The spidershop is :no1:


----------



## mcluskyisms (Jan 24, 2010)

Awesome!!!

:no1:


----------



## GRB (Jan 24, 2008)

Good buys - I'd just recommend drying out the substrate for the sp."north" rather a lot as they like it quite dry (with a small moist area).


----------



## Tavor21 (May 24, 2010)

Yeah i did dry it out quite bit just i wanted the moss in it to so i watered it and she is fine. Only problem is sometimes she goes on a stroll up the walls of the enclosure and hangs is this normal i kinder think she thinks she is arboreal.
+ i'm not watering it before i got away so it dry out so im worried


----------



## GRB (Jan 24, 2008)

Tavor21 said:


> Yeah i did dry it out quite bit just i wanted the moss in it to so i watered it and she is fine. Only problem is sometimes she goes on a stroll up the walls of the enclosure and hangs is this normal i kinder think she thinks she is arboreal.

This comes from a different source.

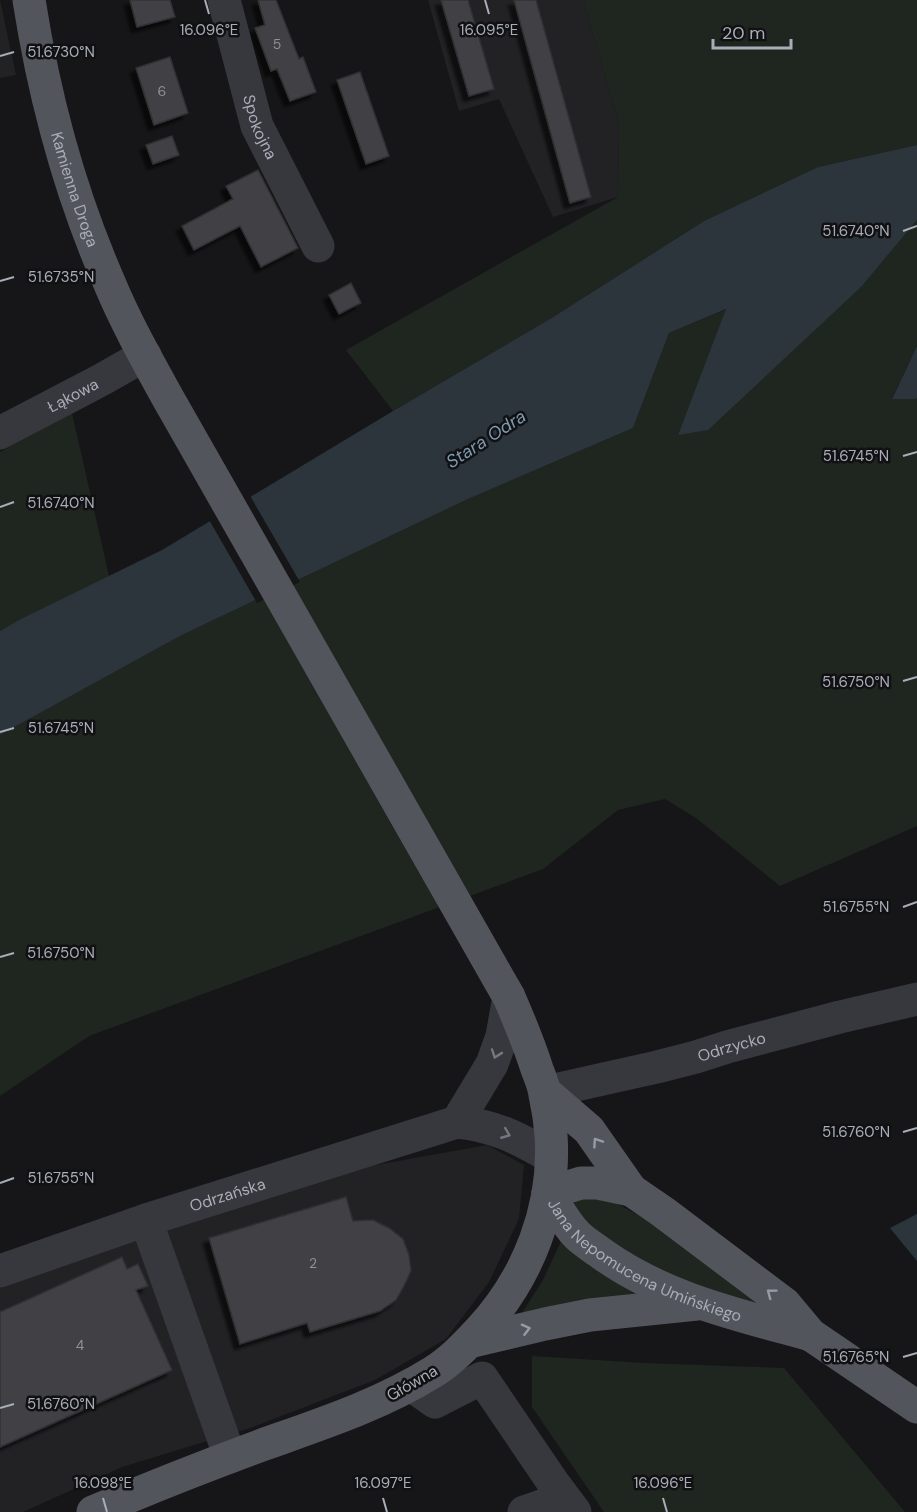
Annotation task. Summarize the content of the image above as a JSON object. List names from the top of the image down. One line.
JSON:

Nope, it's because the enclosure is too wet :lol2: Remove the moss and let it dry out - they are endemic to very dry areas.


----------



## Tavor21 (May 24, 2010)

No its not like its that most of the time she sits just outside her cork bark hide. Just she goes exploring and goes back to outside the hide. I found the moss in the woods dried it out for a week washed it loads quarantined it then stuck it in.


----------



## Tavor21 (May 24, 2010)

How do you keep yours as it will be dry once im back from climbing i thought just incase it doesn't get dehydrated. I dont want it to die and wet substrate wont cause any problems if its for a short while.


----------



## GRB (Jan 24, 2008)

Tavor21 said:


> How do you keep yours as it will be dry once im back from climbing i thought just incase it doesn't get dehydrated. I dont want it to die and wet substrate wont cause any problems if its for a short while.


I keep it dry, moderate temperatures (max 28C). 

If the substrate is too wet they will wander about and scale the tank sides - this is different to wandering when it's dry when they tend to move substrate around and burrow etc. Excessive moisture can cause stress - if you are worried about dehydration (don't be) then provide a small water dish. I never saw mine drink, they are quite adapted to xeric (dry) conditions and can survive a long time without water.


----------



## Tavor21 (May 24, 2010)

K it be fine in 3 days meh it be fine as you said adaptable lol. Has urs burrowed?


----------



## fatbloke (Apr 6, 2008)

im going to be placing a order soon i keep teasing my self every time i look on there i have a perpul starburst from there that i bought from sum1 else who got it from there cant wait to order from there soon


----------



## Tavor21 (May 24, 2010)

Goner buy my next order soon lol have about £50 left lol i buy some more avics and heat mats


----------



## Tavor21 (May 24, 2010)

Lol most of the new tarantulas have already eaten. Chopped up roach for dinner yum! P. Machalla are really hungry + b smithi and the veriscolor. Both the lp and the b.vagans are nibbing on the legs lol.


----------



## roukey (Jun 29, 2011)

I did my first order with the spider shop and it arrived yesterday.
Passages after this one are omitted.